AVAILABLE RECORDS
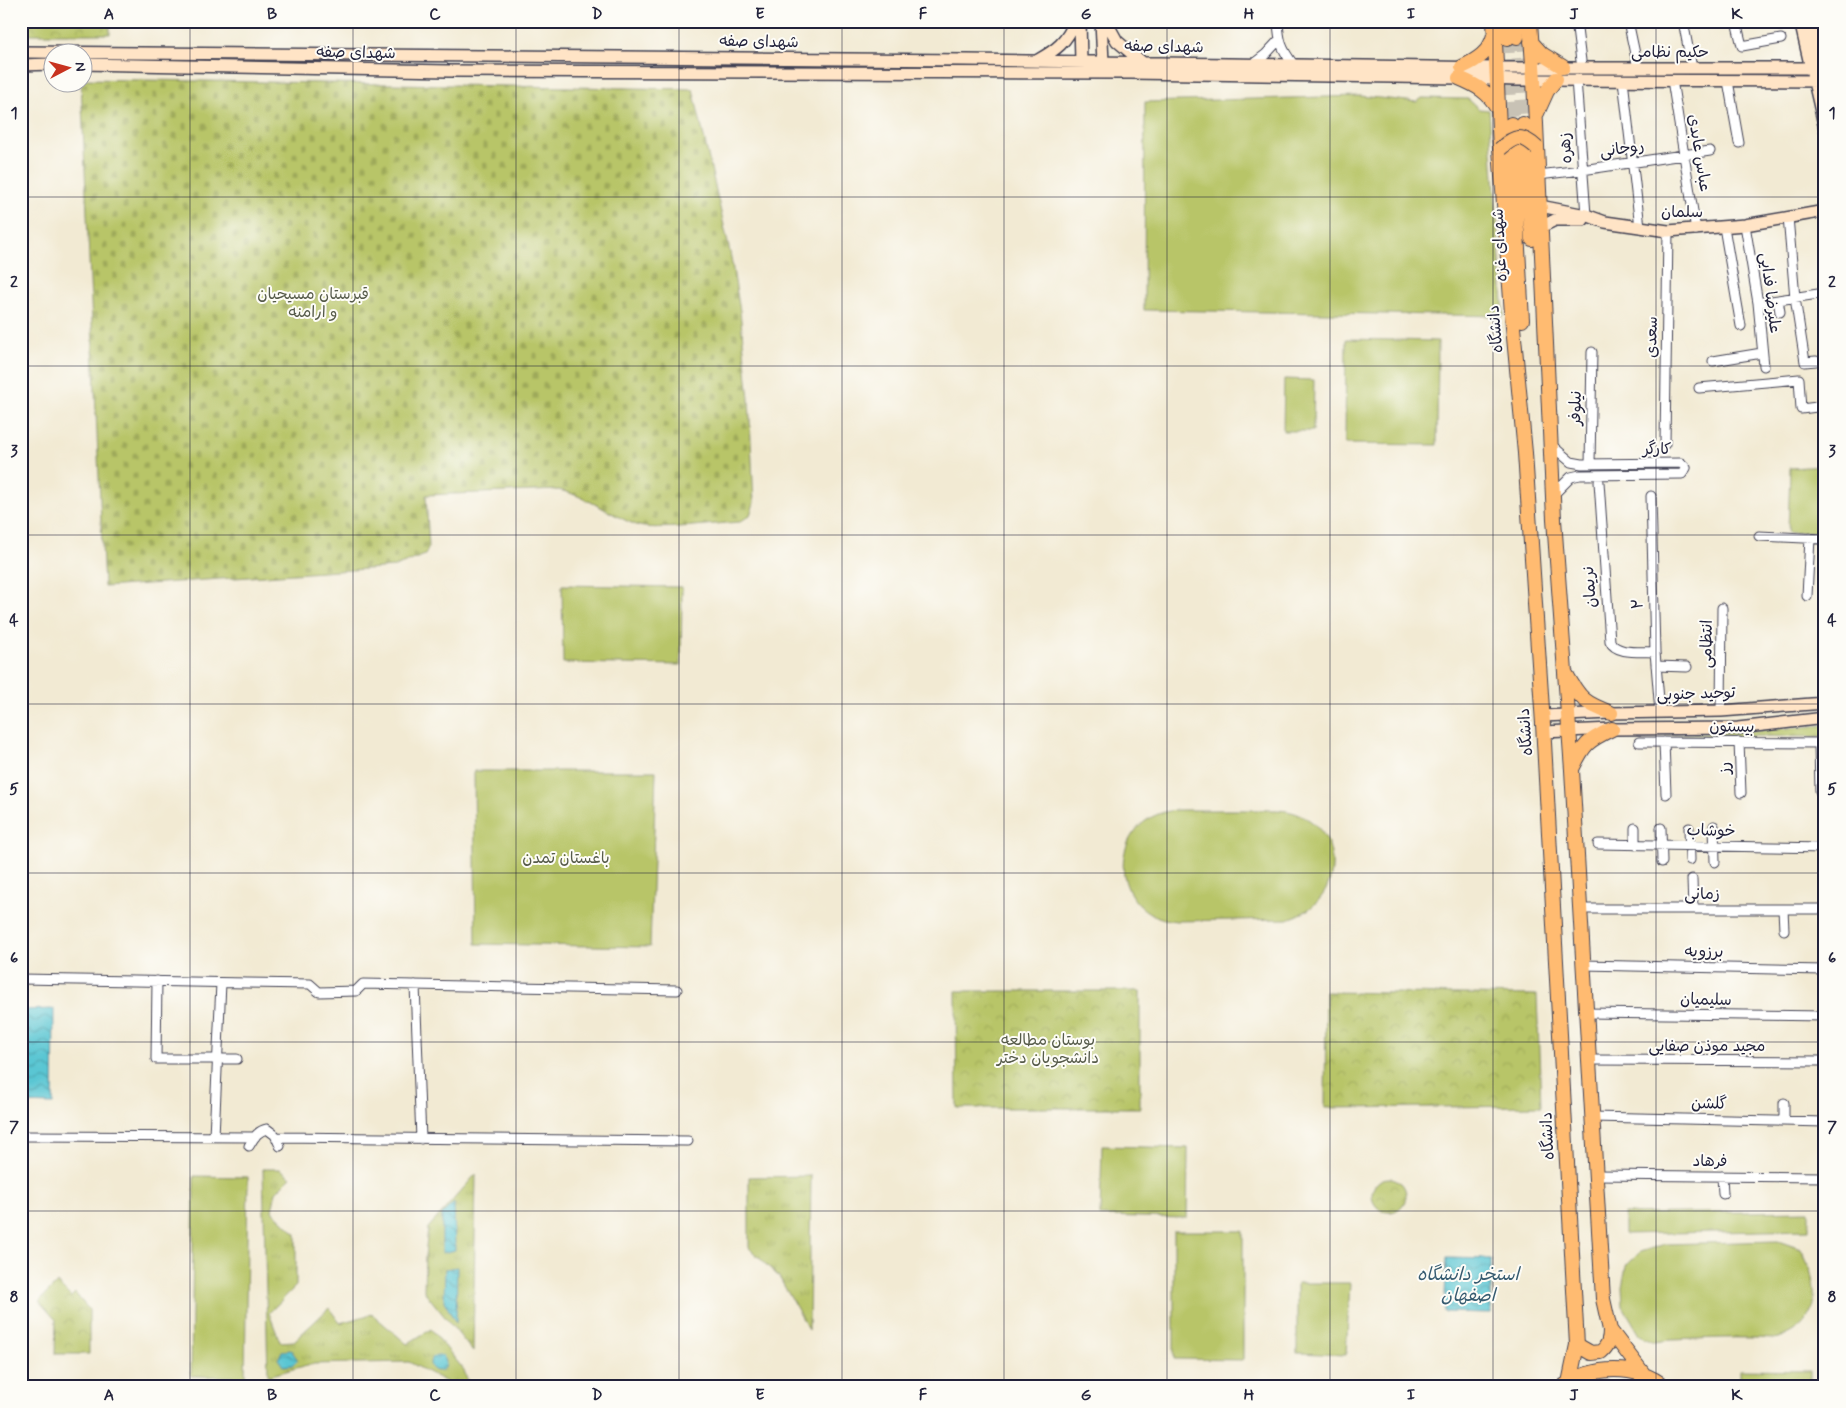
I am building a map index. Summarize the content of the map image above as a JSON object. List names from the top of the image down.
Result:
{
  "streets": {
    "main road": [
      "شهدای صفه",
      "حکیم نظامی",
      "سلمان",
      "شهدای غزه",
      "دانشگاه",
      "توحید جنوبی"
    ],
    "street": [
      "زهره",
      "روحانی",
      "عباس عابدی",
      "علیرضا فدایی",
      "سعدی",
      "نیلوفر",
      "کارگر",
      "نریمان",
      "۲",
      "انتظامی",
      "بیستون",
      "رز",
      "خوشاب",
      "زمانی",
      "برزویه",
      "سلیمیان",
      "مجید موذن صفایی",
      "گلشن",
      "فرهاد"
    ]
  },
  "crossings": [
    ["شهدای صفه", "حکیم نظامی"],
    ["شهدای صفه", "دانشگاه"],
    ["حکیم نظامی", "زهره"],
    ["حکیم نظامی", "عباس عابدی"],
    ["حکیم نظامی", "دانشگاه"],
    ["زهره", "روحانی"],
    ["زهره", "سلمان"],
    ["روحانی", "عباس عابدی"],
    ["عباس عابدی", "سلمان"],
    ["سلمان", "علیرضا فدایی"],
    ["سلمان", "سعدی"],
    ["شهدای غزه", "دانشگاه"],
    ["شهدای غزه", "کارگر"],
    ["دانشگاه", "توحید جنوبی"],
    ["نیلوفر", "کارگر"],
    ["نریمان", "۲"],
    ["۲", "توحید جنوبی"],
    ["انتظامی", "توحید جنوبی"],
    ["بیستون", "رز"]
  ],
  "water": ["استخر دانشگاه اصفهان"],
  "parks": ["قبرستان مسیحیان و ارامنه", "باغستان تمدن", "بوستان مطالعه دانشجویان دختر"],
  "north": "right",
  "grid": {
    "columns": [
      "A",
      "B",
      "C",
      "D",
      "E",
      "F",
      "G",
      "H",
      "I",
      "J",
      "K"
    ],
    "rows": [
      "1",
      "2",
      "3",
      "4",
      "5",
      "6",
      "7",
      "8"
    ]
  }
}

YOUR TASK
Return the listing above word for word. Keep the images out.

RESPONSE TO THIS EXERCISE
I am building a map index. Summarize the content of the map image above as a JSON object. List names from the top of the image down.
Result:
{
  "streets": {
    "main road": [
      "شهدای صفه",
      "حکیم نظامی",
      "سلمان",
      "شهدای غزه",
      "دانشگاه",
      "توحید جنوبی"
    ],
    "street": [
      "زهره",
      "روحانی",
      "عباس عابدی",
      "علیرضا فدایی",
      "سعدی",
      "نیلوفر",
      "کارگر",
      "نریمان",
      "۲",
      "انتظامی",
      "بیستون",
      "رز",
      "خوشاب",
      "زمانی",
      "برزویه",
      "سلیمیان",
      "مجید موذن صفایی",
      "گلشن",
      "فرهاد"
    ]
  },
  "crossings": [
    ["شهدای صفه", "حکیم نظامی"],
    ["شهدای صفه", "دانشگاه"],
    ["حکیم نظامی", "زهره"],
    ["حکیم نظامی", "عباس عابدی"],
    ["حکیم نظامی", "دانشگاه"],
    ["زهره", "روحانی"],
    ["زهره", "سلمان"],
    ["روحانی", "عباس عابدی"],
    ["عباس عابدی", "سلمان"],
    ["سلمان", "علیرضا فدایی"],
    ["سلمان", "سعدی"],
    ["شهدای غزه", "دانشگاه"],
    ["شهدای غزه", "کارگر"],
    ["دانشگاه", "توحید جنوبی"],
    ["نیلوفر", "کارگر"],
    ["نریمان", "۲"],
    ["۲", "توحید جنوبی"],
    ["انتظامی", "توحید جنوبی"],
    ["بیستون", "رز"]
  ],
  "water": ["استخر دانشگاه اصفهان"],
  "parks": ["قبرستان مسیحیان و ارامنه", "باغستان تمدن", "بوستان مطالعه دانشجویان دختر"],
  "north": "right",
  "grid": {
    "columns": [
      "A",
      "B",
      "C",
      "D",
      "E",
      "F",
      "G",
      "H",
      "I",
      "J",
      "K"
    ],
    "rows": [
      "1",
      "2",
      "3",
      "4",
      "5",
      "6",
      "7",
      "8"
    ]
  }
}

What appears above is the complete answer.